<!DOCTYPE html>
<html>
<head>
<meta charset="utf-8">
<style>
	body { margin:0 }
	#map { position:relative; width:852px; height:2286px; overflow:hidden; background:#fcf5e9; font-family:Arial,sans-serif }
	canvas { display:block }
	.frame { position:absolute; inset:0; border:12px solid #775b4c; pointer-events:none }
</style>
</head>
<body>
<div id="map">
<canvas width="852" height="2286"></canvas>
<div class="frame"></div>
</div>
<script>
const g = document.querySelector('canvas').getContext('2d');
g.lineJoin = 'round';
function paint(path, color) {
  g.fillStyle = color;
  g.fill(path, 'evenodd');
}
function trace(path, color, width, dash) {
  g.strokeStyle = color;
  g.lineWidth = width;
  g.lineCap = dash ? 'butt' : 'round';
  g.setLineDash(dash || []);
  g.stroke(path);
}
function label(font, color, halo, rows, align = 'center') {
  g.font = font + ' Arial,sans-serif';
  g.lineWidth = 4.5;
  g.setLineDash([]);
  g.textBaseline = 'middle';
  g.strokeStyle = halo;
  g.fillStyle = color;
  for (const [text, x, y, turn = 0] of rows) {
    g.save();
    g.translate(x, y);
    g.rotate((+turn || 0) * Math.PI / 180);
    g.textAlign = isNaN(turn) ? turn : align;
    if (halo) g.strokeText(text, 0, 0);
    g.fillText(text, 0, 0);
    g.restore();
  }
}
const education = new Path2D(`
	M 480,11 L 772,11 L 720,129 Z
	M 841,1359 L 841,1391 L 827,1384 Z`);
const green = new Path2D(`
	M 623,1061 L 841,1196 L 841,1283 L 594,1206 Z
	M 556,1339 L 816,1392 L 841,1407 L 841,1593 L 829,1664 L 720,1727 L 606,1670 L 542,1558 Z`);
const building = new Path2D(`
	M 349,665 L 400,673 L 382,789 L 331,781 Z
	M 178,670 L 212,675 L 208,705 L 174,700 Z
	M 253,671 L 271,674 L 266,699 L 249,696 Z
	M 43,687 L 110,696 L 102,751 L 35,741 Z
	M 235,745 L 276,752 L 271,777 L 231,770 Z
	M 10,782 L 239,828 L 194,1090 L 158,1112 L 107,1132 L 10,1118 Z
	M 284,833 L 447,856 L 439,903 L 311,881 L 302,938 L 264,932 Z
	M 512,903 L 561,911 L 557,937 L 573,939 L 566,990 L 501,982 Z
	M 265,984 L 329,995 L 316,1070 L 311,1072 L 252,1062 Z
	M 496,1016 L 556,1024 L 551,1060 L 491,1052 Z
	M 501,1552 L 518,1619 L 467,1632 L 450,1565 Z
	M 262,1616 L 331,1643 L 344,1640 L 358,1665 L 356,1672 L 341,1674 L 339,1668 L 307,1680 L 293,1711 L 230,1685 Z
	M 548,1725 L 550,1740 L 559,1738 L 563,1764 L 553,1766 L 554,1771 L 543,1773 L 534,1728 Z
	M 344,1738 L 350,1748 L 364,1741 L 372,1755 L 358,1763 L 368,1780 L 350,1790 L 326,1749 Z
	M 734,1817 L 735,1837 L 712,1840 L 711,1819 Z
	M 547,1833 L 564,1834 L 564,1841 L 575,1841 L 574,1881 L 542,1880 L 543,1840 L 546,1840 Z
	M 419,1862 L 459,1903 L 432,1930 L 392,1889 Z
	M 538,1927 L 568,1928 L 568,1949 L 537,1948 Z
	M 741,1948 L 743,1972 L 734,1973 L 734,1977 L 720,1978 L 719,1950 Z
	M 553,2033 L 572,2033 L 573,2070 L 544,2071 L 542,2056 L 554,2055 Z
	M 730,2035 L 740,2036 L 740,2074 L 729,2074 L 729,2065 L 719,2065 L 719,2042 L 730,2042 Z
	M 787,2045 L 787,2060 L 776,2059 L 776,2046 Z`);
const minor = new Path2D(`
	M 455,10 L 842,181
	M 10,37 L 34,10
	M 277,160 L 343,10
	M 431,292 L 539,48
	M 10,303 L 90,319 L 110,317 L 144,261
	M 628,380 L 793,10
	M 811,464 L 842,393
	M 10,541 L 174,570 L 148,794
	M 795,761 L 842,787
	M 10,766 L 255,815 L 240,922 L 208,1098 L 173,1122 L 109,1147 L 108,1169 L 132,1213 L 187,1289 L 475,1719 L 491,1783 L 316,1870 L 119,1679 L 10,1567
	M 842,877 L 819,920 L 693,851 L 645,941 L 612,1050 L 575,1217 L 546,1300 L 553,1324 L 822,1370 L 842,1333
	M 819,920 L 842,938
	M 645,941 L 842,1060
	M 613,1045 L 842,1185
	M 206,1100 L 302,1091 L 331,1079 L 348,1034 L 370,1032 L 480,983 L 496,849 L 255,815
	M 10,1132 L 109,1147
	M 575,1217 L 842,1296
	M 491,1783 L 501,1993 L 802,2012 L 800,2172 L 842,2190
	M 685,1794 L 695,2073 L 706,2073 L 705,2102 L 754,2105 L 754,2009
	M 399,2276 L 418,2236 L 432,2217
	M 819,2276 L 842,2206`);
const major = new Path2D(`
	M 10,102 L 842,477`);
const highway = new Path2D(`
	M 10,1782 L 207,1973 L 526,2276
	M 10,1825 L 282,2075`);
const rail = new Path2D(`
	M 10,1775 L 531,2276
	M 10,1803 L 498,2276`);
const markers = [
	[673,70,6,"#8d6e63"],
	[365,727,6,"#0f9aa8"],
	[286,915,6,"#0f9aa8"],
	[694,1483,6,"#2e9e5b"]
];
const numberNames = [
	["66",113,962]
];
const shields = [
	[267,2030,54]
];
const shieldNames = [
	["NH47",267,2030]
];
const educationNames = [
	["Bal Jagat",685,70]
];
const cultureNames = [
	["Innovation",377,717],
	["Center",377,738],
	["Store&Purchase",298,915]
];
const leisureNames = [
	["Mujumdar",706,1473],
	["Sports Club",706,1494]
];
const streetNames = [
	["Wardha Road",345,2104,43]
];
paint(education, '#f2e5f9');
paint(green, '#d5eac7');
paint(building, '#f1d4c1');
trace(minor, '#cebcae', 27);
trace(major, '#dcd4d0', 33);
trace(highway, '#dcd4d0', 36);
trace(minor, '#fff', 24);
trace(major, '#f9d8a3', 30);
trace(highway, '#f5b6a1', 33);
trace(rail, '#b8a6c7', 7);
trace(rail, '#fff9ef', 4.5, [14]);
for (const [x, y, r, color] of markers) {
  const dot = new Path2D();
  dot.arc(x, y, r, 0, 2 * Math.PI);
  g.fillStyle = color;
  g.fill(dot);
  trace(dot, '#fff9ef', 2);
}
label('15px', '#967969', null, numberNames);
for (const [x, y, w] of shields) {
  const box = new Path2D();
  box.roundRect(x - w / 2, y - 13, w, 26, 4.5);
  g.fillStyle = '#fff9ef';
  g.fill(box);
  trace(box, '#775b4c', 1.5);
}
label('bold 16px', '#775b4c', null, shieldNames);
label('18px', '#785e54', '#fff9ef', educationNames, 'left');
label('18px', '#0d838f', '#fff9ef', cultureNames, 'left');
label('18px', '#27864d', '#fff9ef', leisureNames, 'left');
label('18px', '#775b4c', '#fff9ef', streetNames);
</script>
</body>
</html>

▶ Work instructions
Could you restate, word for word, the lines above from the one with "function paint(path, color)" to the one with "M 43,687 L 110,696 L 102,751 L 35,741 Z", both included?

▶ Finished exercise
function paint(path, color) {
  g.fillStyle = color;
  g.fill(path, 'evenodd');
}
function trace(path, color, width, dash) {
  g.strokeStyle = color;
  g.lineWidth = width;
  g.lineCap = dash ? 'butt' : 'round';
  g.setLineDash(dash || []);
  g.stroke(path);
}
function label(font, color, halo, rows, align = 'center') {
  g.font = font + ' Arial,sans-serif';
  g.lineWidth = 4.5;
  g.setLineDash([]);
  g.textBaseline = 'middle';
  g.strokeStyle = halo;
  g.fillStyle = color;
  for (const [text, x, y, turn = 0] of rows) {
    g.save();
    g.translate(x, y);
    g.rotate((+turn || 0) * Math.PI / 180);
    g.textAlign = isNaN(turn) ? turn : align;
    if (halo) g.strokeText(text, 0, 0);
    g.fillText(text, 0, 0);
    g.restore();
  }
}
const education = new Path2D(`
	M 480,11 L 772,11 L 720,129 Z
	M 841,1359 L 841,1391 L 827,1384 Z`);
const green = new Path2D(`
	M 623,1061 L 841,1196 L 841,1283 L 594,1206 Z
	M 556,1339 L 816,1392 L 841,1407 L 841,1593 L 829,1664 L 720,1727 L 606,1670 L 542,1558 Z`);
const building = new Path2D(`
	M 349,665 L 400,673 L 382,789 L 331,781 Z
	M 178,670 L 212,675 L 208,705 L 174,700 Z
	M 253,671 L 271,674 L 266,699 L 249,696 Z
	M 43,687 L 110,696 L 102,751 L 35,741 Z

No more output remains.